Often referred to by Collision Investigators, the subject of Collision Investigation is a vast and complex subject. The collision investigator can often be the most important witness in a criminal case. Although police officers there sole over riding duty is not to their colleagues investigating a collision but to the court for they are treated as an expert witness. As a road policing officer based in the United Kingdom, I have seen advances in the last few years in automobile technology that has and continues to assist the investigating officer with a serious injury or fatal road traffic collision. The internal combustion engine has not really changed since the 1930’s. What has changed is the various black boxes that have been added to make that engine work more efficiently. Add to this, advances in chassis design and crumple zones making the modern automobile a very safe place to be; within limits! Advances in science, in particular the human geno and DNA have enabled investigators to solve cases many years down the line where at the time none existed. Interestingly, the science of investigating a collision has not really fundamentally changed since Sir Isaac Newton proffered the laws of motion 300 years ago!
So here we are today. With the advent of 4G, many car manufacturers are introducing that means of telecommunication within their vehicles. The prospect of broadband speed traffic over a mobile phone network means that the possibilities are endless.

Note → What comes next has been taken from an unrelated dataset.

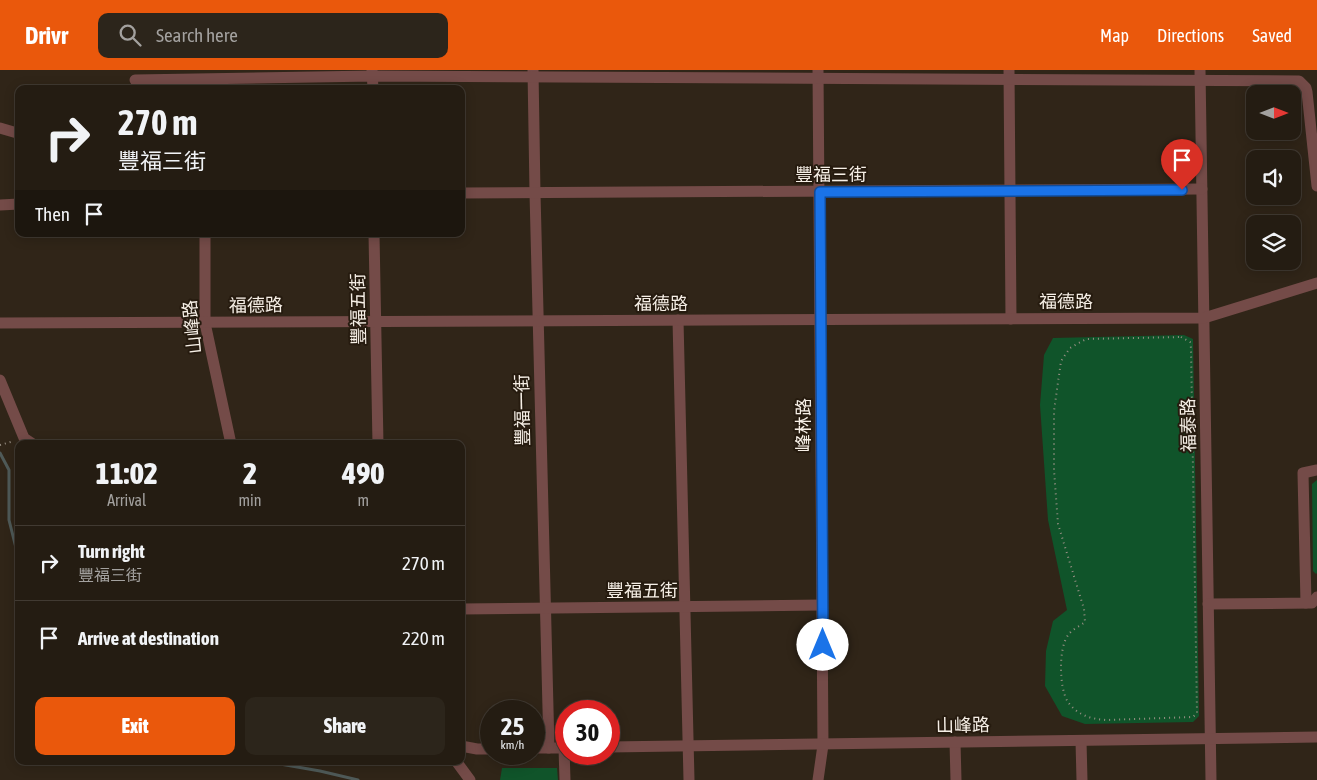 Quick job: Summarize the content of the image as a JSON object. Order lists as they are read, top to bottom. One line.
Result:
{"streets":{"street":["豐福三街","福德路","豐福五街","山峰路","豐福一街","峰林路","福泰路"]},"crossings":[["豐福三街","豐福一街"],["豐福三街","峰林路"],["豐福三街","福泰路"],["福德路","豐福五街"],["福德路","山峰路"],["福德路","豐福一街"],["福德路","峰林路"],["福德路","福泰路"],["豐福五街","豐福一街"],["豐福五街","峰林路"],["山峰路","峰林路"],["山峰路","福泰路"]],"north":"right","page":{"header":"Drivr","search":"Search here","nav":["Map","Directions","Saved"],"turn":["270 m","豐福三街"],"then":"Then","eta":["11:02","Arrival","2","min","490","m"],"list":[{"name":"Turn right","note":"豐福三街","value":"270 m"},{"name":"Arrive at destination","value":"220 m"}],"buttons":["Exit","Share"],"speed":"25 km/h","limit":"30"}}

Real time engine management with the manufacturer; route tracking and stolen vehicle recovery. In essence a black box for the vehicle. This will assist greatly the investigating officer. But, these are only additional tools in the kit bag of an investigating officer.
In the UK we treat a fatal road traffic collision as an unlawful killing until we know otherwise. That means we treat the scene as if it were a murder. Road closed and taped off; no one leaves the scene until spoken to and the collision site is kept sterile to preserve evidence. More of this in a moment. Most importantly in any major investigation is continuity of evidence. Only occasionally is it a cold case investigation. Rarely do we in the road policing world have such a scenario but it does occur; in the way of a hit and run. Importantly though, if the collection of evidence at the scene is flawed then this can have very serious implications 4 or 5 years down the line when a civil claim is pursued.
So as a road-policing officer when I am first at the scene, the next twenty minutes or so are madness! Survey, assess, disseminate to my comms room. The over riding principle is the preservation of life. I have to consider RV points, the safest access to the scene, dangers to both myself and that of the public. Only after that has been addressed does the question of evidence rear its ugly head. At any scene you will usually find the paramedics and fire service. They each have their own duties to perform; often in conflict with your own. Do the fire service cut out a deceased driver from their vehicle, which will inevitably destroy impact evidence? Do you allow the other emergency services onto the road, possibly over the collision scene, creating the very real danger of destroying marks left on the road? Clearly, the role of a road-policing officer is a difficult one in those first twenty minutes!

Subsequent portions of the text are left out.